Kirby laughed in sardonic mirth. He had fought the wrong man.
It was James Cunningham, not Jack. And, of course, Jack had known it all the time and been embarrassed by it. He had stuck loyally to his brother and had taken the whaling of his life rather than betray him.
Kirby took off his hat to Jack. He had stood pat to a fighting finish. He was one good square sport.
Even as he was thinking this, Kirby was moving toward the telephone booth. He had promised to report progress. For once he had considerable to report.
OLSON TELLS A STORY
When Rose heard from Esther next day she and Kirby took the Interurban for Golden. Esther had written that she wanted to see her sister because Cole was going to take her back to Wyoming at once.

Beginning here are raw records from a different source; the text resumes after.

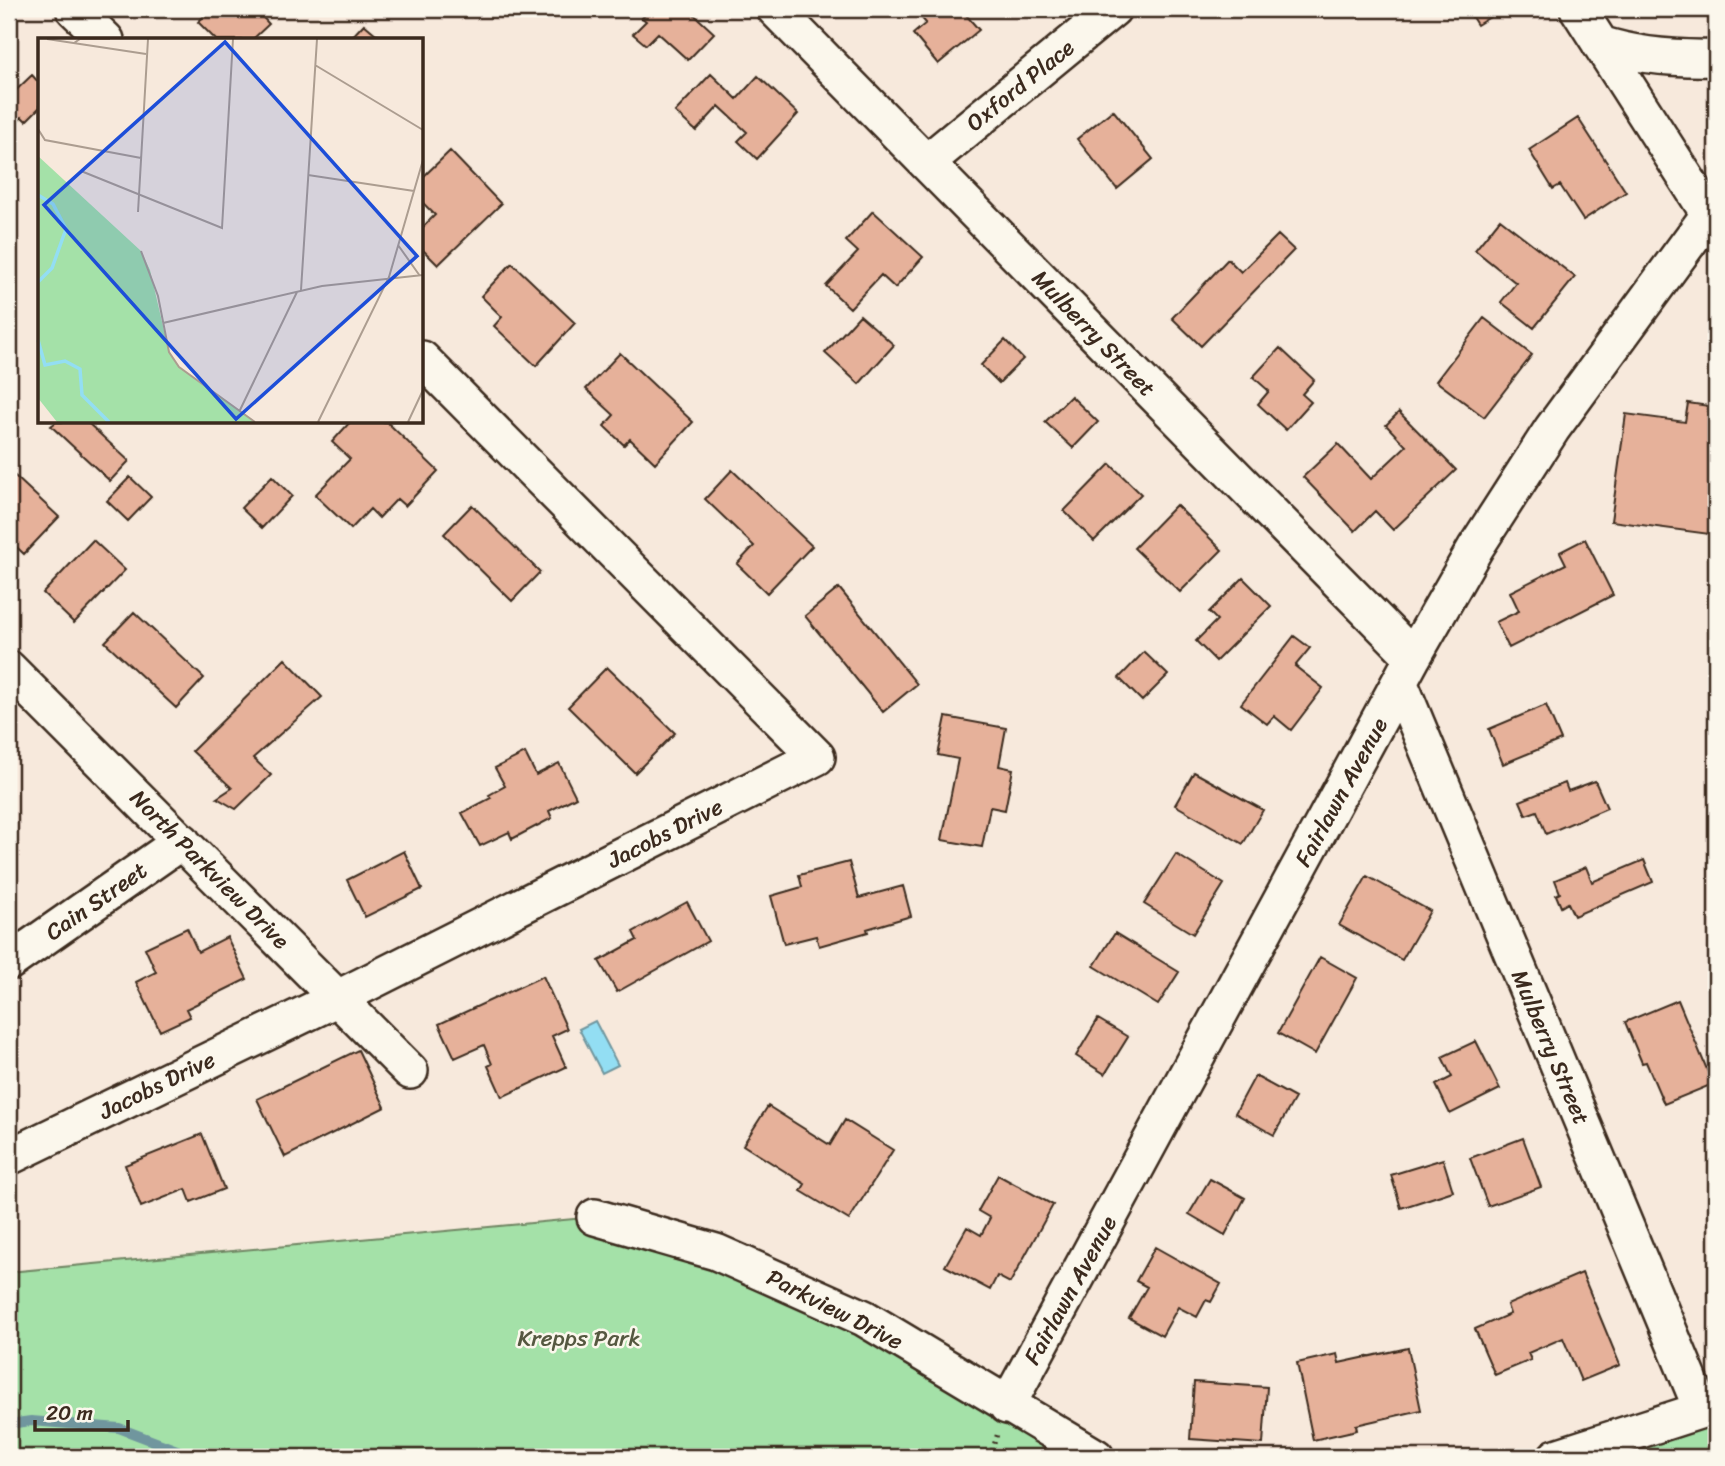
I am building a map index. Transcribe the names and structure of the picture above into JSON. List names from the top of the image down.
{
  "streets": {
    "street": [
      "Oxford Place",
      "Mulberry Street",
      "Fairlawn Avenue",
      "Jacobs Drive",
      "North Parkview Drive",
      "Cain Street",
      "Parkview Drive"
    ]
  },
  "crossings": [
    ["Oxford Place", "Mulberry Street"],
    ["Mulberry Street", "Fairlawn Avenue"],
    ["Fairlawn Avenue", "Parkview Drive"],
    ["Jacobs Drive", "North Parkview Drive"],
    ["North Parkview Drive", "Cain Street"]
  ],
  "parks": ["Krepps Park"],
  "scale_bar": "20 m"
}
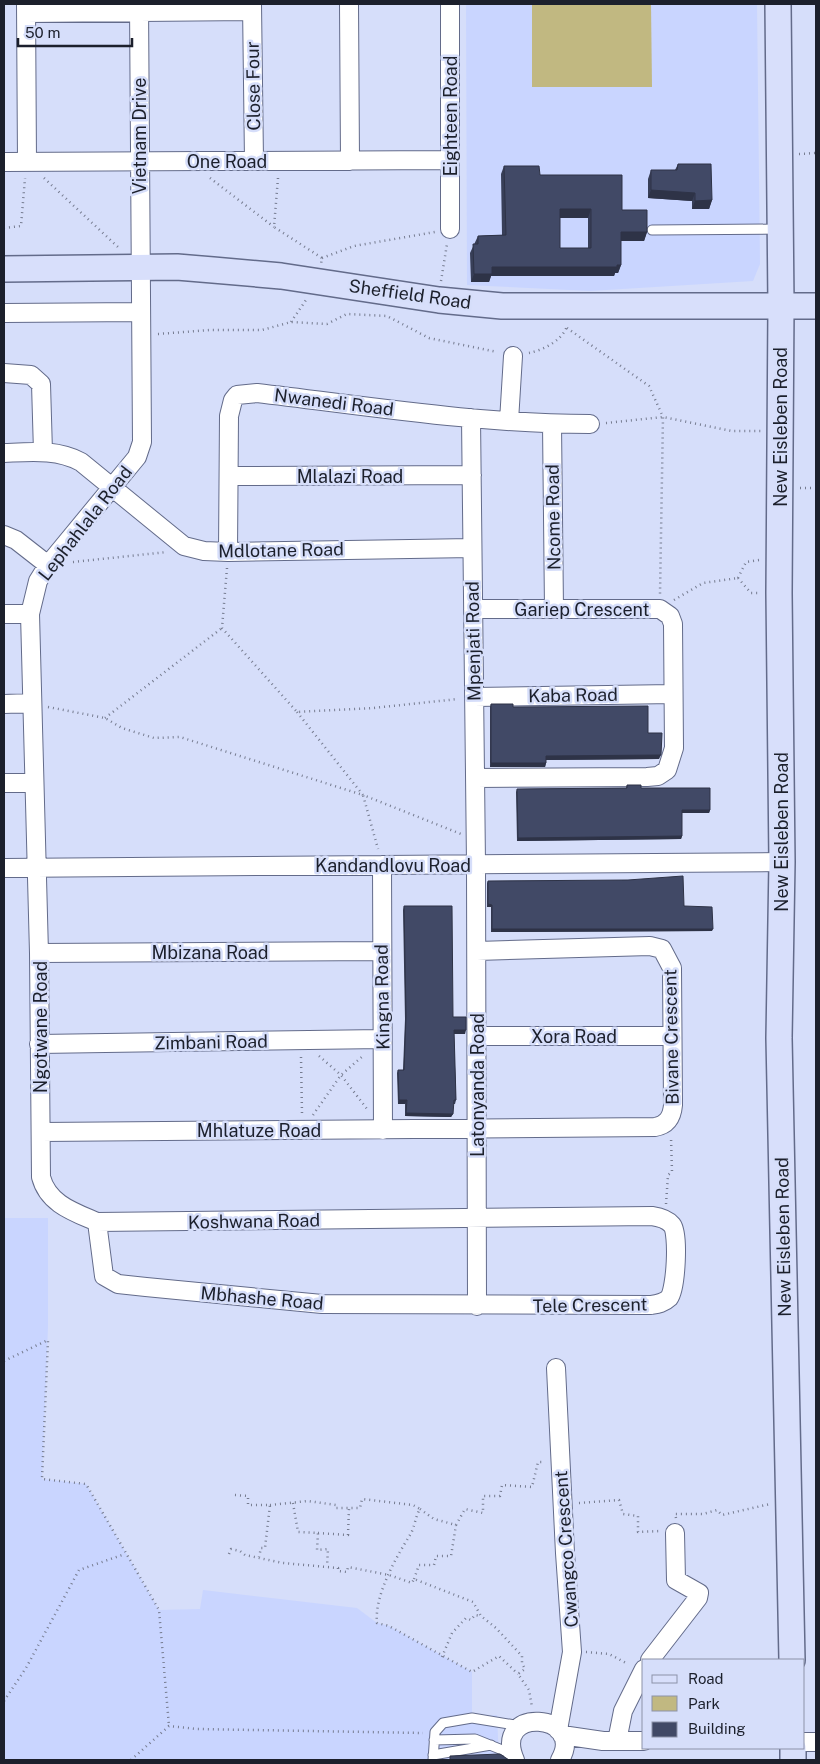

The sisters wept in each other’s arms and then passed together into Esther’s bedroom for an intimate talk. The younger sister was still happy only in moments of forgetfulness, though she had been rescued from death in life. Cole had found her comfortably situated at a farmhouse a mile or two back from the canon. She had gone there under the urge of her need, at the instigation of James Cunningham, who could not afford to have the scandal of his relations with her become public at the same time as the announcement of his marriage to Phyllis Harriman. The girl loved Cole and trusted him. Her heart went out to him in a warm glow of gratitude. But the shadow of her fault was a barrier in her mind between them, and would be long after his kindness had melted the ice in her bosom.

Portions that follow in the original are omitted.